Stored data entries
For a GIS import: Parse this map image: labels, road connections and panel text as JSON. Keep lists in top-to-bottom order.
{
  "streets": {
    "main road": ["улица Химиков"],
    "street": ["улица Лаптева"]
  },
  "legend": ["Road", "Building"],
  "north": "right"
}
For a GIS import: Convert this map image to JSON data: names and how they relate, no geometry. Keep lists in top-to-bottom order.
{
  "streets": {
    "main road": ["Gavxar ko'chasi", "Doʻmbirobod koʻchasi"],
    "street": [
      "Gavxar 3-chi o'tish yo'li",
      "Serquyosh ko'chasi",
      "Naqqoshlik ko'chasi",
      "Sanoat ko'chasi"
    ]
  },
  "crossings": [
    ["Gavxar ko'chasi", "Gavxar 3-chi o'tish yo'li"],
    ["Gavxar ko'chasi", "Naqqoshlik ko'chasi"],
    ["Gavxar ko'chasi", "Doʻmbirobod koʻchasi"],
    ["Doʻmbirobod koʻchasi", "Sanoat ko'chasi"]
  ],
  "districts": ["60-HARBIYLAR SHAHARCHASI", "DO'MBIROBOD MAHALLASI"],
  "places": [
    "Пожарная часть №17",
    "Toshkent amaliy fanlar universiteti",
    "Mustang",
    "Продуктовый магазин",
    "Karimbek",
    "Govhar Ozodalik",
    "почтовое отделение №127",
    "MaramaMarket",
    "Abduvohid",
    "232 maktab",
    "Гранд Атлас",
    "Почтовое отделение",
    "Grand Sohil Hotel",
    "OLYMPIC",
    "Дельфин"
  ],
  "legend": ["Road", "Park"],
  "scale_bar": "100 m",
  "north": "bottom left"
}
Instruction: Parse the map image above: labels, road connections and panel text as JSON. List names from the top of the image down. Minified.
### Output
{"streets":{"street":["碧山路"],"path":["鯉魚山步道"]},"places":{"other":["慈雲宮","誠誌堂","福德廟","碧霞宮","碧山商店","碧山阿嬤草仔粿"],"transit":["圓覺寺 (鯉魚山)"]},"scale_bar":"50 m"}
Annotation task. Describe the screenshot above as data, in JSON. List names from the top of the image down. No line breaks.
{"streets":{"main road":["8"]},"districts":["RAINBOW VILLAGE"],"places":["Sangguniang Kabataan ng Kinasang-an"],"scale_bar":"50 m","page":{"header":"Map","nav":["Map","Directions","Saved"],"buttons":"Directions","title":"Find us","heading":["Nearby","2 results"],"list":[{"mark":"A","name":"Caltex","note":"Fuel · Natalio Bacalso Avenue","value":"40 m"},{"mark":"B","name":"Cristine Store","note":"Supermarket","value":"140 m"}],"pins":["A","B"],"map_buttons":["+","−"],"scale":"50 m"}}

> WORK ORDER: Give the data again, exactly.

> EXERCISE RESPONSE:
For a GIS import: Parse this map image: labels, road connections and panel text as JSON. Keep lists in top-to-bottom order.
{
  "streets": {
    "main road": ["улица Химиков"],
    "street": ["улица Лаптева"]
  },
  "legend": ["Road", "Building"],
  "north": "right"
}
For a GIS import: Convert this map image to JSON data: names and how they relate, no geometry. Keep lists in top-to-bottom order.
{
  "streets": {
    "main road": ["Gavxar ko'chasi", "Doʻmbirobod koʻchasi"],
    "street": [
      "Gavxar 3-chi o'tish yo'li",
      "Serquyosh ko'chasi",
      "Naqqoshlik ko'chasi",
      "Sanoat ko'chasi"
    ]
  },
  "crossings": [
    ["Gavxar ko'chasi", "Gavxar 3-chi o'tish yo'li"],
    ["Gavxar ko'chasi", "Naqqoshlik ko'chasi"],
    ["Gavxar ko'chasi", "Doʻmbirobod koʻchasi"],
    ["Doʻmbirobod koʻchasi", "Sanoat ko'chasi"]
  ],
  "districts": ["60-HARBIYLAR SHAHARCHASI", "DO'MBIROBOD MAHALLASI"],
  "places": [
    "Пожарная часть №17",
    "Toshkent amaliy fanlar universiteti",
    "Mustang",
    "Продуктовый магазин",
    "Karimbek",
    "Govhar Ozodalik",
    "почтовое отделение №127",
    "MaramaMarket",
    "Abduvohid",
    "232 maktab",
    "Гранд Атлас",
    "Почтовое отделение",
    "Grand Sohil Hotel",
    "OLYMPIC",
    "Дельфин"
  ],
  "legend": ["Road", "Park"],
  "scale_bar": "100 m",
  "north": "bottom left"
}
Instruction: Parse the map image above: labels, road connections and panel text as JSON. List names from the top of the image down. Minified.
### Output
{"streets":{"street":["碧山路"],"path":["鯉魚山步道"]},"places":{"other":["慈雲宮","誠誌堂","福德廟","碧霞宮","碧山商店","碧山阿嬤草仔粿"],"transit":["圓覺寺 (鯉魚山)"]},"scale_bar":"50 m"}
Annotation task. Describe the screenshot above as data, in JSON. List names from the top of the image down. No line breaks.
{"streets":{"main road":["8"]},"districts":["RAINBOW VILLAGE"],"places":["Sangguniang Kabataan ng Kinasang-an"],"scale_bar":"50 m","page":{"header":"Map","nav":["Map","Directions","Saved"],"buttons":"Directions","title":"Find us","heading":["Nearby","2 results"],"list":[{"mark":"A","name":"Caltex","note":"Fuel · Natalio Bacalso Avenue","value":"40 m"},{"mark":"B","name":"Cristine Store","note":"Supermarket","value":"140 m"}],"pins":["A","B"],"map_buttons":["+","−"],"scale":"50 m"}}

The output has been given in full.